Pipedown campaigners led by Nigel Rodgers have countered the claims, arguing that unwelcome and unchosen music is nothing more than noise that serves to irritate and ultimately stress those forced to listen to it

Mr Rodgers is pushing for sympathetic MPs to draft an early day motion on the problem of piping music into public spaces, and has warned Mr Hancock of the potential pitfalls of background sound.

The author and campaigner told the Telegraph that: “Patients in hospitals generally need quiet to recuperate almost as much as they need hospitals free of dirt and infection.  “As  Florence Nightingale long ago pointed out, ‘unnecessary noise is the most cruel abuse of care which can be inflicted on either the sick or the well.’”
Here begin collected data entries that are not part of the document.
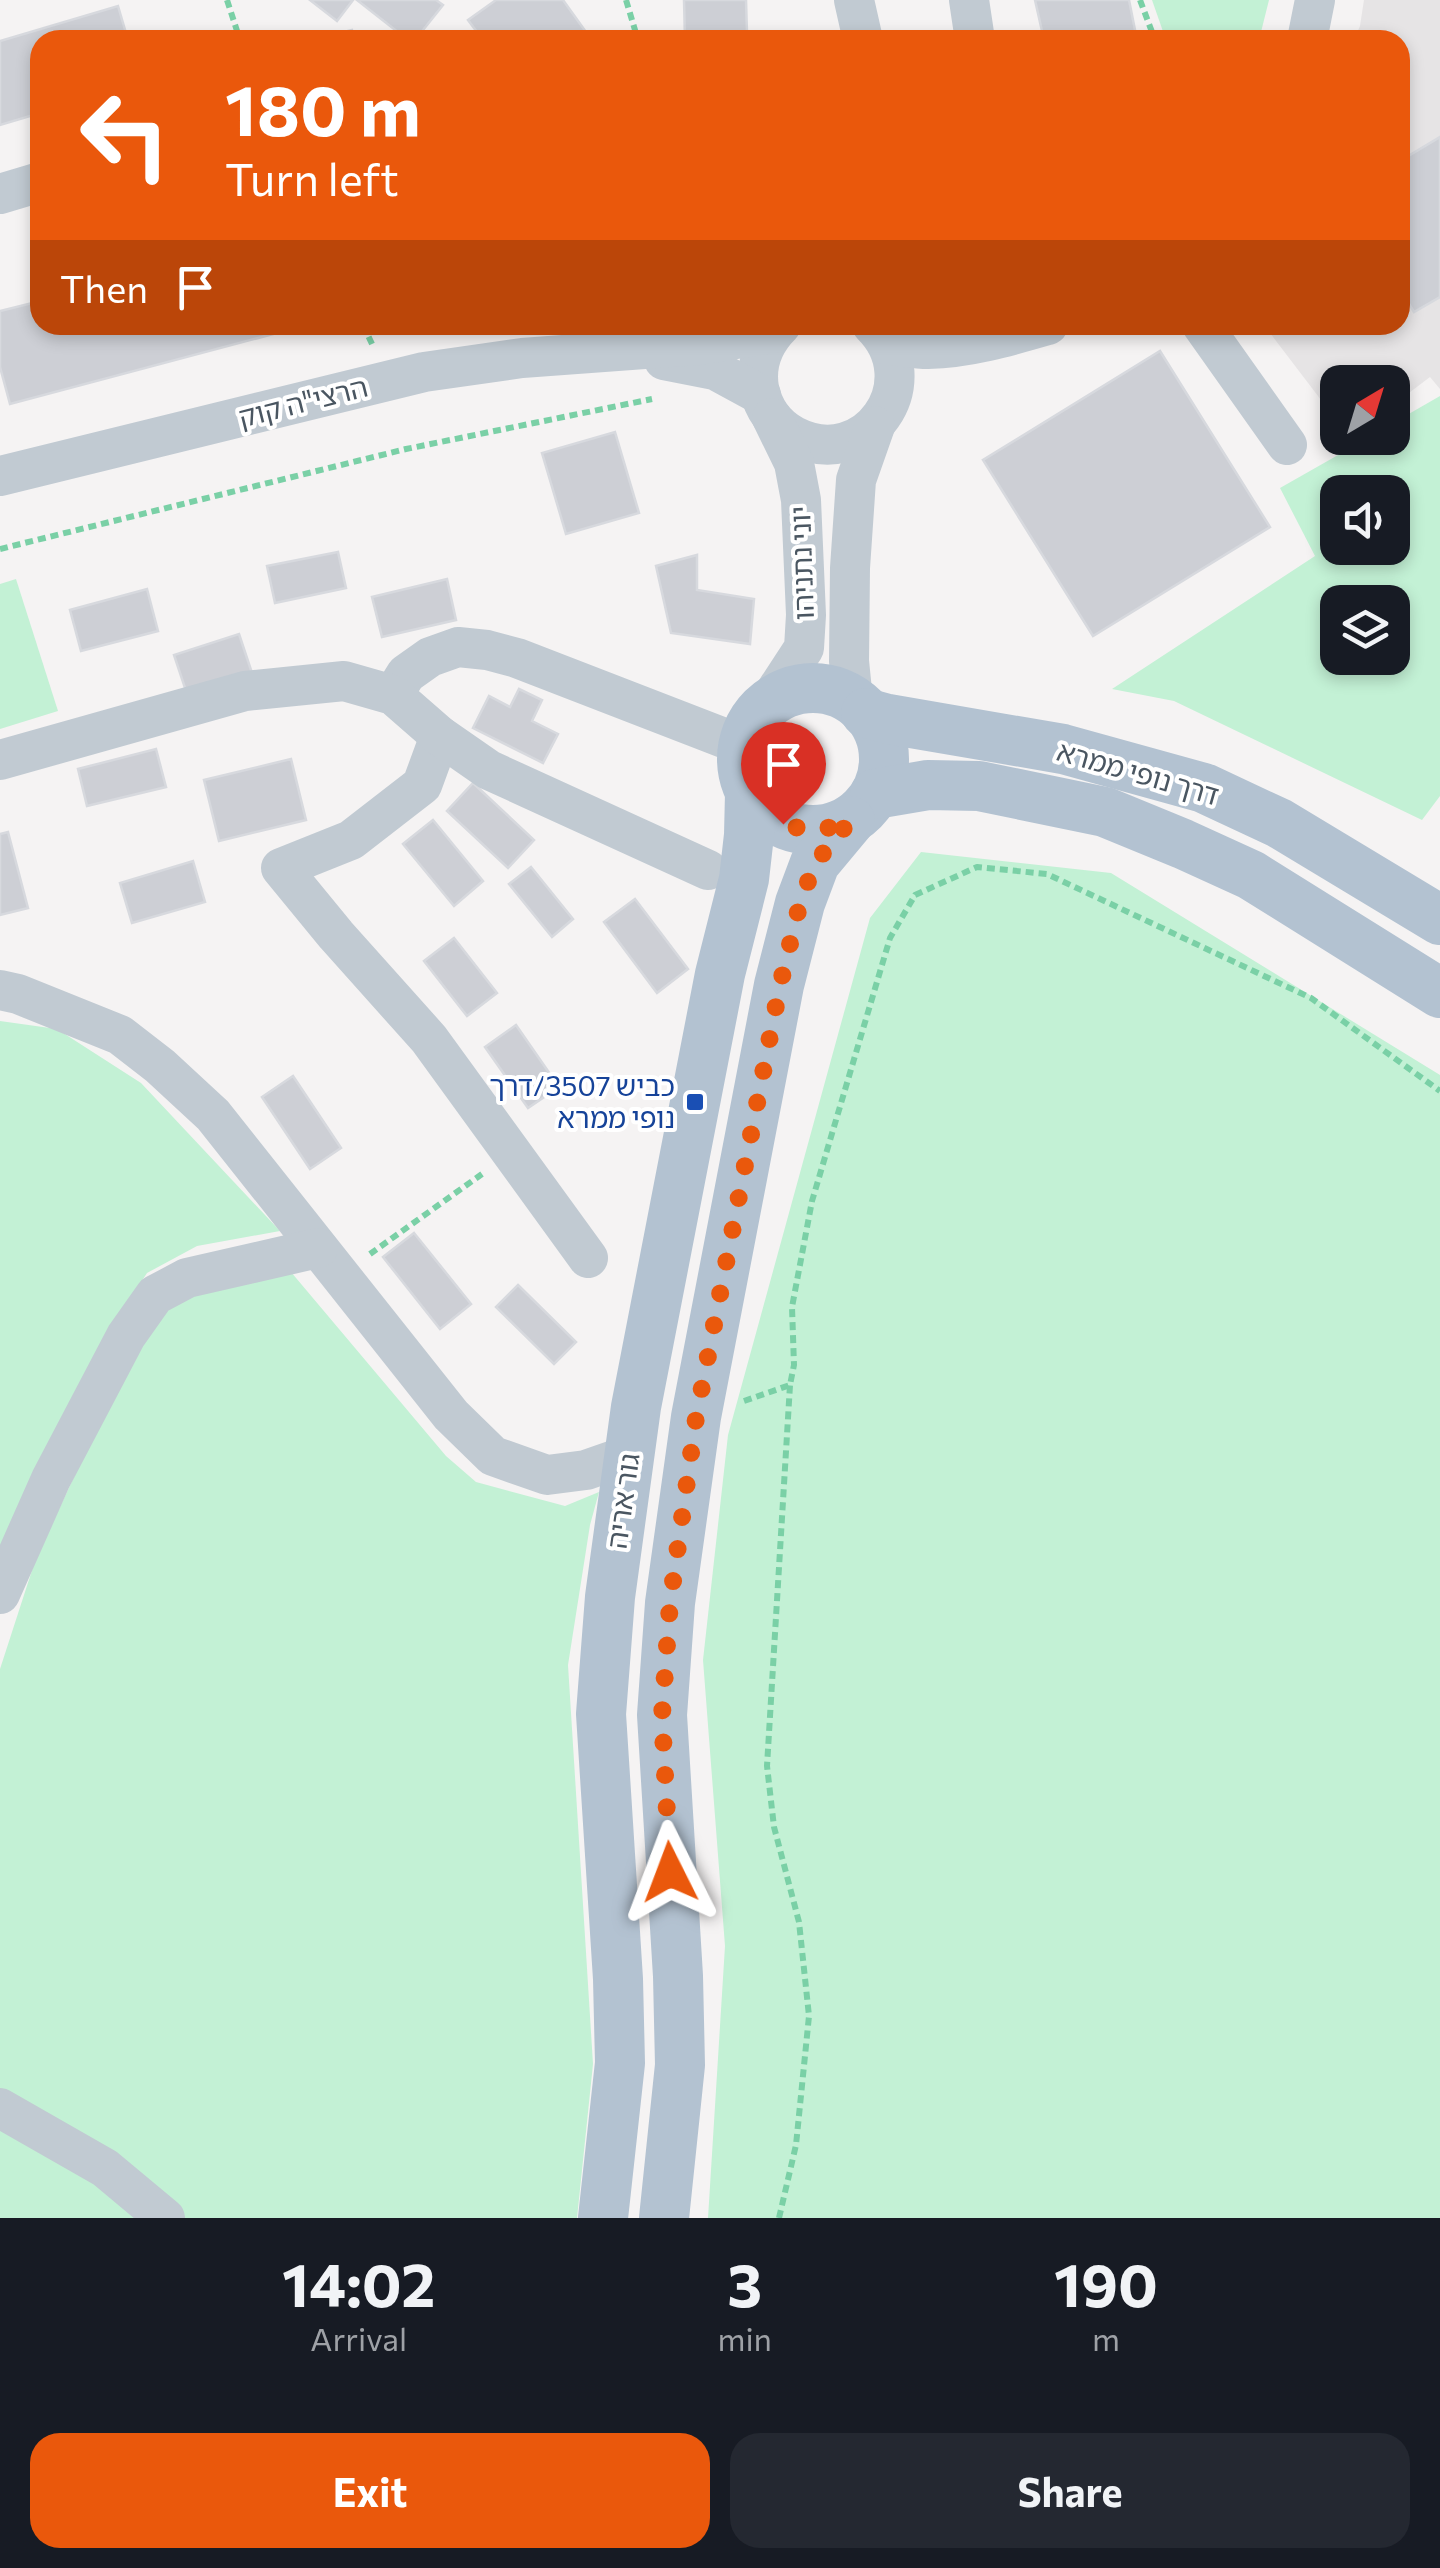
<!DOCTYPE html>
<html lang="en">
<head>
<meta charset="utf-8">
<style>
	body { margin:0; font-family:Commissioner,"Noto Sans Hebrew",sans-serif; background:#242831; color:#f1f3f6; height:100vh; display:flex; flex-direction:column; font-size:38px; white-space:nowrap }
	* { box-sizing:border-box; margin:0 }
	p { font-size:32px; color:#9ea1a6 }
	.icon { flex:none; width:55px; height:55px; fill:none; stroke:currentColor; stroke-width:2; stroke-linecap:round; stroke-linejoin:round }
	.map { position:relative; height:2218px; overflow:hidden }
	.sheet { display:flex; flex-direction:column; background:#171b24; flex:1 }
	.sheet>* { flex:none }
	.banner { position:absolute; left:30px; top:30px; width:1380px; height:305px; border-radius:30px; box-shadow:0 5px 15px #0003; background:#ea580c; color:#fff; overflow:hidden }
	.needle { width:65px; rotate:38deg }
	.tools { position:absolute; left:1320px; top:365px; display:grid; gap:20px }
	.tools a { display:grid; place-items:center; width:90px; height:90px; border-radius:20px; background:#171b24; box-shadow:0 5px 15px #0003; font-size:50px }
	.pin { position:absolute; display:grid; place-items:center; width:85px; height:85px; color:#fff; margin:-102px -42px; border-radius:50% 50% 50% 0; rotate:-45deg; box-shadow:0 0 10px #0007 }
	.pin .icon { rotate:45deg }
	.me { position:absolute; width:110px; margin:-55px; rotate:357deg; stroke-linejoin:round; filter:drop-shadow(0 0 8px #0008) }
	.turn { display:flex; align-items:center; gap:35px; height:210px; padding:0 30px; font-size:45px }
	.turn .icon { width:130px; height:130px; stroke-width:2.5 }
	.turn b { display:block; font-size:70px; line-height:85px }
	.then { display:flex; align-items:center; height:95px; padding:0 30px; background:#0003; gap:20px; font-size:38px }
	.eta { display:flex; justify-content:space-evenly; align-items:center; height:170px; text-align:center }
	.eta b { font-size:60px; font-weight:700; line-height:70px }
	.action { display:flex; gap:20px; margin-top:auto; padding:20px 30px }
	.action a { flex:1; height:115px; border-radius:30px; background:#ea580c; color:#fff; font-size:40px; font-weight:700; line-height:115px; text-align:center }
	.action a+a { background:#242831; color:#f1f3f6 }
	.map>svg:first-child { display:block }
</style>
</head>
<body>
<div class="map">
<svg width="1440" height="2218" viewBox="0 0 1440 2218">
	<rect width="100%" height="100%" fill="#f5f3f3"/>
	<polygon fill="#e6e4e5" points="1364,0 1440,0 1440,389 1430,377 1393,405 1392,382 1338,382 1337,421 1264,325 1400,325 1400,40 1354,40 1360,26"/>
	<g fill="#c3f1d5" fill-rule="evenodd">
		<polygon points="1152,0 1269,0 1259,40 1166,40"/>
		<path d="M1440 396V796L1422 820 1174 701 1112 689 1315 556 1280 488 1368 438H1392L1393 423ZM1392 492V548H1338V492ZM1392 602V658H1338V602Z"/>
		<polygon points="16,579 58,711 0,729 0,584"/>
		<polygon points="921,852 1111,873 1440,1075 1440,2218 708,2218 725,1946 703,1660 728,1435 870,918"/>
		<polygon points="0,1021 57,1029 141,1083 280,1231 197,1246 147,1273 104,1339 0,1556"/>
		<polygon points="291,1272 446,1456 476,1482 565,1506 599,1492 590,1525 568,1665 593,2064 577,2218 0,2218 0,1669 36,1558 112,1396 154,1326 177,1296"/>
	</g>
	<g fill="#cdcfd5" stroke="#d7d9de" stroke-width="2.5">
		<polygon points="310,0 353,0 337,21"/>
		<polygon points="357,0 436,0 443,5 415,40 408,40"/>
		<polygon points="496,0 563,0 591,39 483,40 468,20"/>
		<polygon points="684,0 746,0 747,33 728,40 685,40"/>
		<polygon points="1035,0 1129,0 1137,40 1044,40"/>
		<polygon points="118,6 128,40 40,40 40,113 0,125 0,41"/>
		<polygon points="352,30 355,40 311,40"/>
		<polygon points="1440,137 1440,297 1414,312 1400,289 1400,161"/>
		<polygon points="40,301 40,325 290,325 292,329 10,404 0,367 0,311"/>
		<polygon points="1160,351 1270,527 1093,636 983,460"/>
		<polygon points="615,432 639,513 566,534 542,453"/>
		<polygon points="338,552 346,588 275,603 267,566"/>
		<polygon points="697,555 697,590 754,599 750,644 671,633 656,566"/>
		<polygon points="447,579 456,620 382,637 372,597"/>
		<polygon points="147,589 158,631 81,651 70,610"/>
		<polygon points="239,634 252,673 187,694 174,655"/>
		<polygon points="519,689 542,700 532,721 558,734 543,763 473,728 489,696 510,707"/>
		<polygon points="156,749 166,787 87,806 78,769"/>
		<polygon points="291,759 306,820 219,841 204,780"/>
		<polygon points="473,783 534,840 508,868 447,811"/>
		<polygon points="433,820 483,881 454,906 403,844"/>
		<polygon points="8,832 28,908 0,915 0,834"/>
		<polygon points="193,861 205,902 132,923 120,883"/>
		<polygon points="531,867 573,919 552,937 509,884"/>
		<polygon points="635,899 688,969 657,993 604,922"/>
		<polygon points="454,938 497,993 467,1016 424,961"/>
		<polygon points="516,1025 559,1087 528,1108 485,1047"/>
		<polygon points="293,1076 341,1148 310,1169 262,1097"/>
		<polygon points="414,1233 471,1304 440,1329 383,1257"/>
		<polygon points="518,1285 576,1342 554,1364 496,1307"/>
	</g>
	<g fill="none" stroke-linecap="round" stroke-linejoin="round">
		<g stroke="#7ad0a6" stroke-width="6" stroke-dasharray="8 5" stroke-linecap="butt">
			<polyline points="227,0 240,40"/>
			<polyline points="626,0 638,40"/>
			<polyline points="1140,0 1155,40"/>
			<polyline points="363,325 373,346"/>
			<polyline points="0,549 406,449 652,399"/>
			<polyline points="370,1254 482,1174"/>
			<polyline points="744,1401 790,1385 794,1365 792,1307 812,1201 890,938 915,895 977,867 1047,874 1311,998 1440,1091"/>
			<polyline points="779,2218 796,2145 809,2016 799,1922 774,1827 767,1766 790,1385"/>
		</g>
		<g stroke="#c1cad2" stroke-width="40">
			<polyline points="854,0 863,40"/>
			<polyline points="969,0 975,40"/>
			<polyline points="1307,40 1315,0"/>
			<polyline points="0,194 40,182"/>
			<path d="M781 325C764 342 755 364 759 388 763 408 775 426 794 436 866 473 930 382 872 325"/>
			<polyline points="1202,325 1287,445"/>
			<path d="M888 345C901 346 915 349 928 349 969 348 1010 336 1048 325"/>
			<polyline points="664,360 715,370 761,395"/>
			<polyline points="0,476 424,372 522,358 699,345 773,333"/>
			<polyline points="393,695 406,674 430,657 458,647 487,650 517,658 742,745"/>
			<polyline points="853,701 849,661 850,568 856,480 875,426"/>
			<polyline points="768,703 804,648 806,615 801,500 794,463 772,418"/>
			<polyline points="440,736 422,785 351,840 281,868 336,935 429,1039 588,1258"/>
			<polyline points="0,760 245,691 344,681 393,695 440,736 489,770 708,870"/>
			<polyline points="0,990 18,994 120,1035 160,1066 213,1115 451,1415 493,1456 547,1475 586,1470 629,1455"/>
			<polyline points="0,1594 51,1479 126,1336 155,1295 187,1278 318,1248"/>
			<polyline points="0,2108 105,2168 165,2218"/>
		</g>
		<g stroke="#b3c2d1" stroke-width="50">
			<circle cx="813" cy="759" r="71"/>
			<polyline points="866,713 888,719 1063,749 1204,788 1279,823 1440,920"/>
			<polyline points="875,794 928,785 979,786 1105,812 1183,844 1251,875 1440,993"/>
			<polyline points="603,2218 620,2063 618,1979 601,1714 610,1597 636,1407 720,974 744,879 749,835 750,793"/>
			<polyline points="664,2218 680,2065 678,1976 662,1715 670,1603 696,1417 779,985 800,903 815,863 850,821"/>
		</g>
	</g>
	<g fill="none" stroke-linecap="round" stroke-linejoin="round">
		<path stroke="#ea580c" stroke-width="18" stroke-dasharray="0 32.4" d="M670 1872 662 1715 670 1603 696 1418 780 985 800 903 815 863 850 821C823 831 811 832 783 824"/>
	</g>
	<rect fill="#1a4fb4" stroke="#fff" stroke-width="4" x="685" y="1092" width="20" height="20" rx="5"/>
	<g text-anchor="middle" stroke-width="8" stroke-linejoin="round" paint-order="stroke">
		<g font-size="28" fill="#4a5661" stroke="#fff">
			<text transform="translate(303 402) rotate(-14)" y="10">הרצי"ה קוק</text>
			<text transform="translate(802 563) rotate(-92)" y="10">יוני נתניהו</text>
			<text transform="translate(1138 773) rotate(16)" y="10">דרך נופי ממרא</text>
			<text transform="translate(623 1501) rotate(-82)" y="10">גור אריה</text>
		</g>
		<g font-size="28" fill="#164399" stroke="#fff" text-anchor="end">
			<text x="675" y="1096">כביש 3507/דרך<tspan x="675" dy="32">נופי ממרא</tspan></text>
		</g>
	</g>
</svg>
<div class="tools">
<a><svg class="needle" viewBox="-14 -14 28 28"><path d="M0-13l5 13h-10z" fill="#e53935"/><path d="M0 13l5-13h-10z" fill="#9ea1a6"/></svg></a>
<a><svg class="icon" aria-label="sound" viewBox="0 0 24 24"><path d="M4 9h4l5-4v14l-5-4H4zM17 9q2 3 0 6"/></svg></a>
<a><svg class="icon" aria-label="layers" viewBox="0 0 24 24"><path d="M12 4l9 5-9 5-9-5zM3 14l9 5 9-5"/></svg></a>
</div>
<div class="pin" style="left:783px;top:824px;background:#d93025"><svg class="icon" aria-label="arrive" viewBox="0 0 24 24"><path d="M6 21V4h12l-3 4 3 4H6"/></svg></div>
<svg class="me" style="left:670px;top:1872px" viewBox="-20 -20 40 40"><path d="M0-17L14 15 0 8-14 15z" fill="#ea580c" stroke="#fff" stroke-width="4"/></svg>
<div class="banner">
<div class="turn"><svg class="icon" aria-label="left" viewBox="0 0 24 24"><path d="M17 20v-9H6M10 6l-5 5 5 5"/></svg><div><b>180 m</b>Turn left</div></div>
<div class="then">Then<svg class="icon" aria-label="arrive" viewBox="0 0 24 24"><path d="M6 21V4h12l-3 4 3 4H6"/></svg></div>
</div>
</div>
<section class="sheet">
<div class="eta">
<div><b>14:02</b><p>Arrival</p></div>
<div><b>3</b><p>min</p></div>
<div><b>190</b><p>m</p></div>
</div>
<div class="action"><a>Exit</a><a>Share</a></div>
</section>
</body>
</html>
Mr Rodgers said it could be cruel to play the latest chart hits for deeply uninterested patients who may be “immobilised in bed and unable to move away from the noise”, and suggested that older people more prone to hearing problems would be particularly affected by unwanted background music.

Supporters of music in hospitals have argued that different licensing tariffs for wards, waiting rooms and staff rooms, and individual arrangement for each NHS trust, make providing tracks a bureaucratic and expensive task.

Pipedown and  UK Noise Association campaigners are asking Mr Hancock to reject plans to centralise the obtaining of playing rights with the DHSC, and not to pay for a blanket licence for pop hits.

They claim that freedom from noise is a right, and listening to music or not should be a matter of a patient’s personal choice 

The letter to Mr Hancock also warns that: “Hospitals tend to be noisy places anyway, as is being increasingly recognised. There is no need to make them even noisier.”